Pictures appear in the records below; write out everything else exactly.

◆ Records shown ◆
____
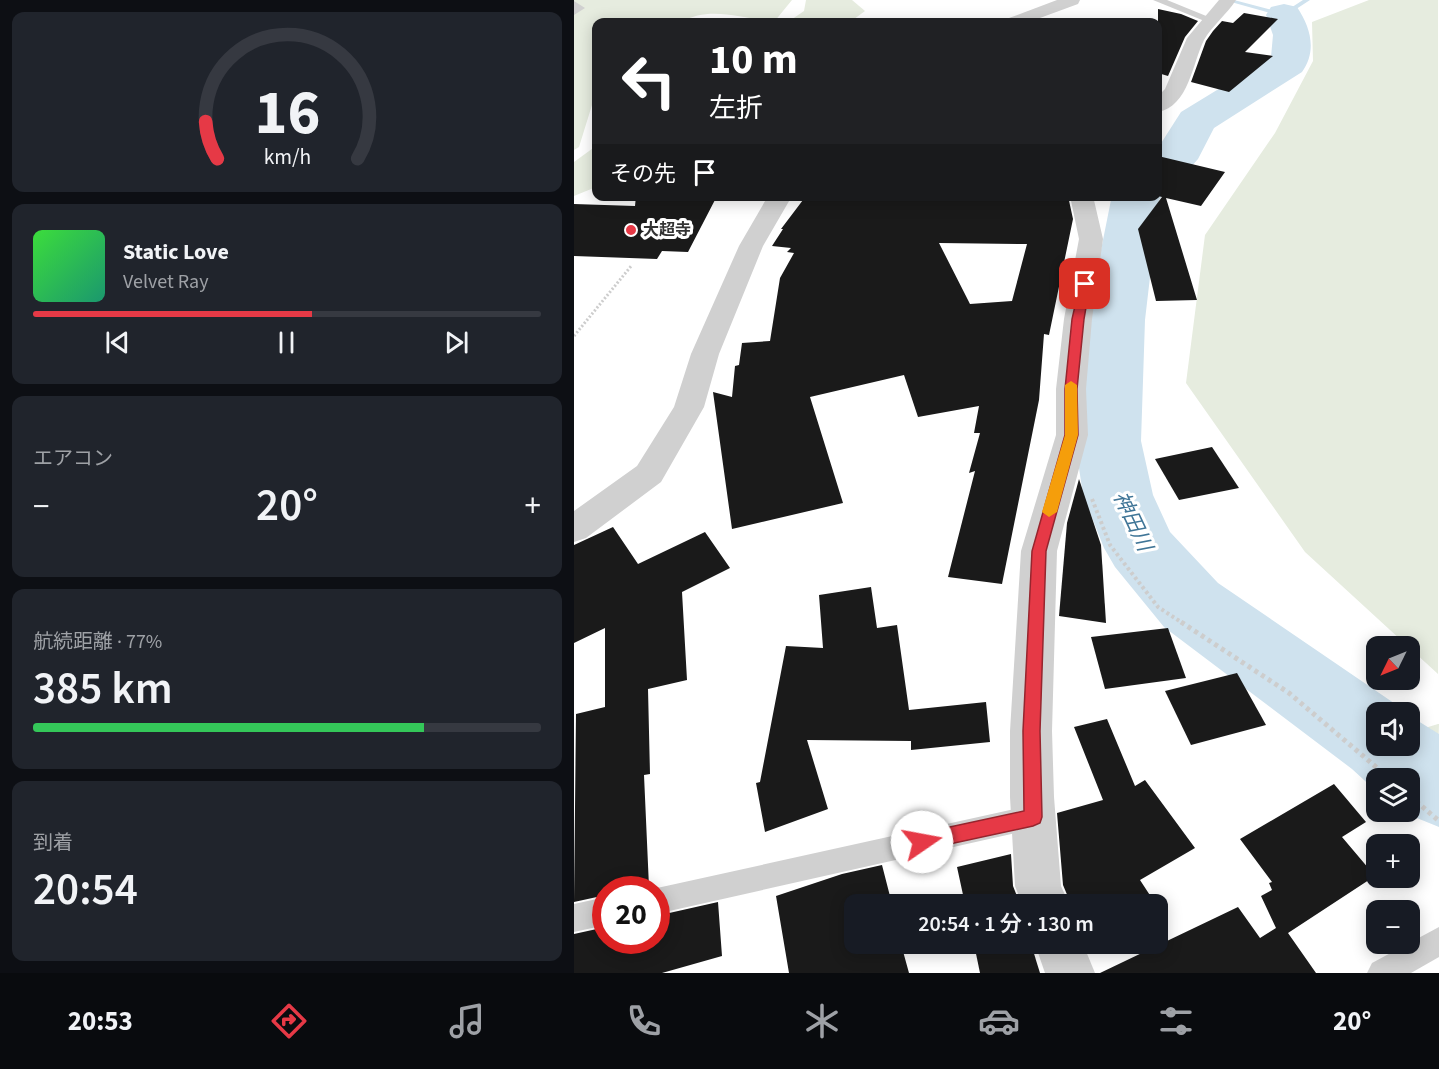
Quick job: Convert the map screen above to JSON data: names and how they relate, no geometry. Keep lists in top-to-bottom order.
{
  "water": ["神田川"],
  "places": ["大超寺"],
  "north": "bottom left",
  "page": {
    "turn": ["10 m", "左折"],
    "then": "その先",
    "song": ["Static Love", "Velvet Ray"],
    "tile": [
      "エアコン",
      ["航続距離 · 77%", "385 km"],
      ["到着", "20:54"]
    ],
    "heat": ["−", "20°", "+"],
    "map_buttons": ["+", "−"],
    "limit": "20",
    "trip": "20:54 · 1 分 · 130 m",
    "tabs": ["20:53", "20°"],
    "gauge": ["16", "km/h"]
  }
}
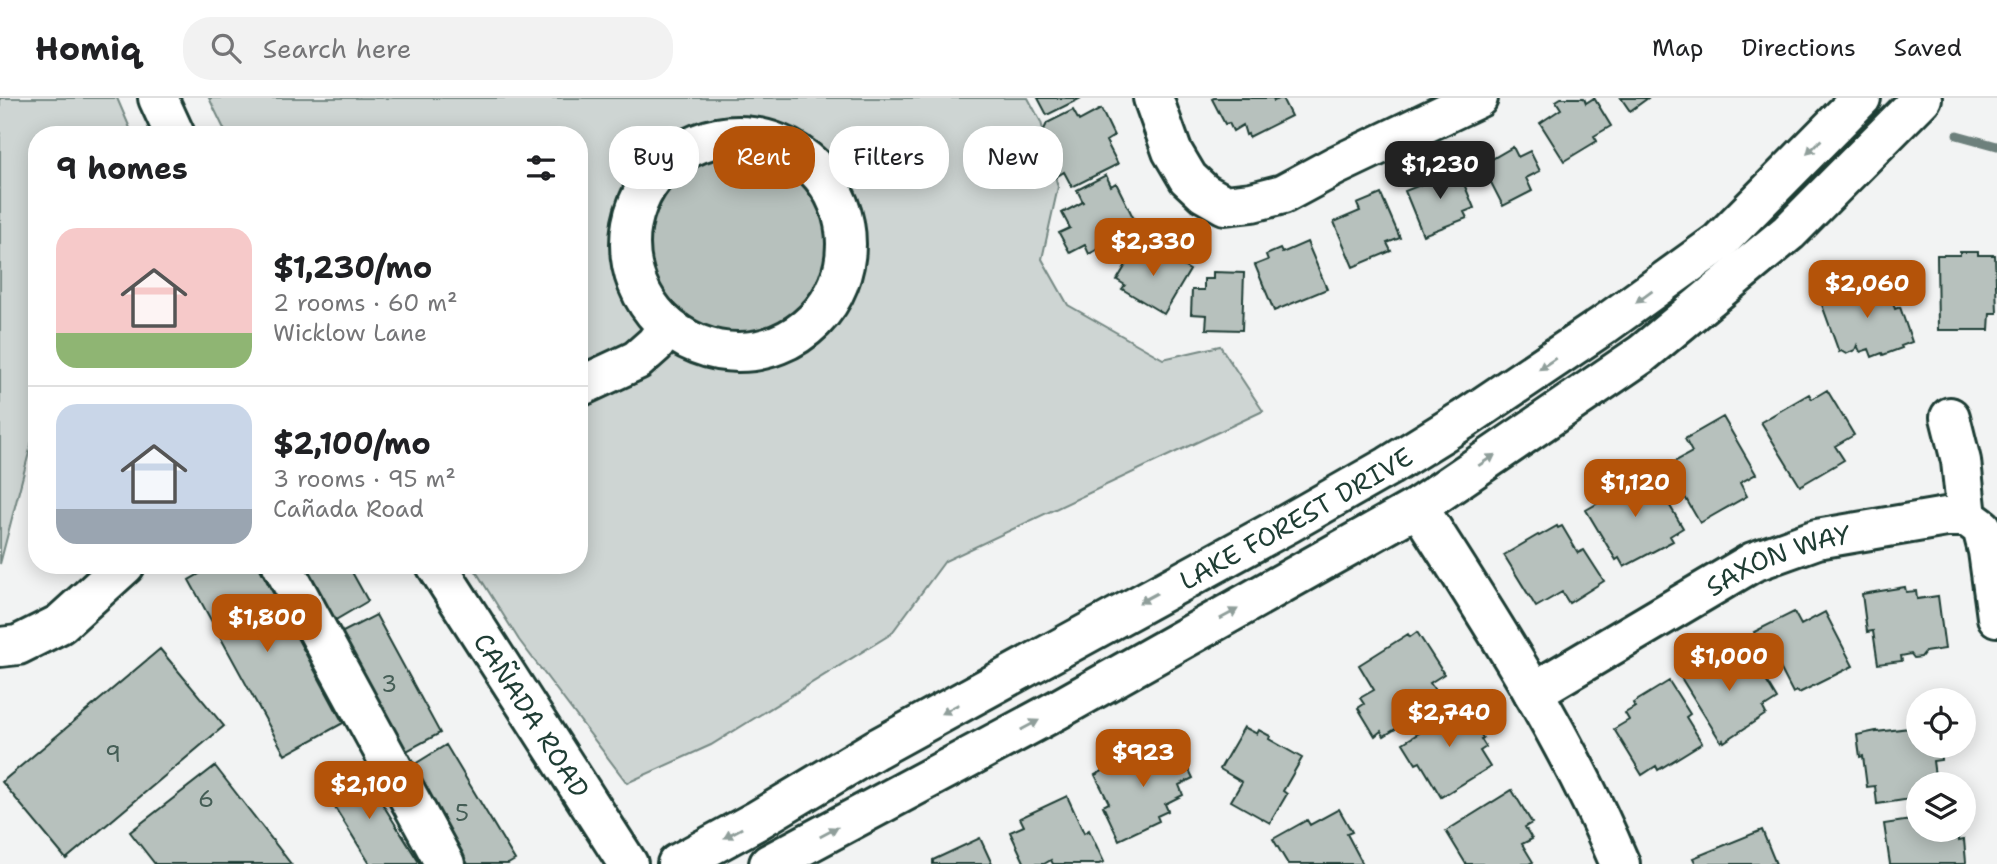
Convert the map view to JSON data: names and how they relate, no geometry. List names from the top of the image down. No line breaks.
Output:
____
◆ Solved exercise ◆
Quick job: Convert the map screen above to JSON data: names and how they relate, no geometry. Keep lists in top-to-bottom order.
{
  "water": ["神田川"],
  "places": ["大超寺"],
  "north": "bottom left",
  "page": {
    "turn": ["10 m", "左折"],
    "then": "その先",
    "song": ["Static Love", "Velvet Ray"],
    "tile": [
      "エアコン",
      ["航続距離 · 77%", "385 km"],
      ["到着", "20:54"]
    ],
    "heat": ["−", "20°", "+"],
    "map_buttons": ["+", "−"],
    "limit": "20",
    "trip": "20:54 · 1 分 · 130 m",
    "tabs": ["20:53", "20°"],
    "gauge": ["16", "km/h"]
  }
}
Convert the map view to JSON data: names and how they relate, no geometry. List names from the top of the image down. No line breaks.
Output:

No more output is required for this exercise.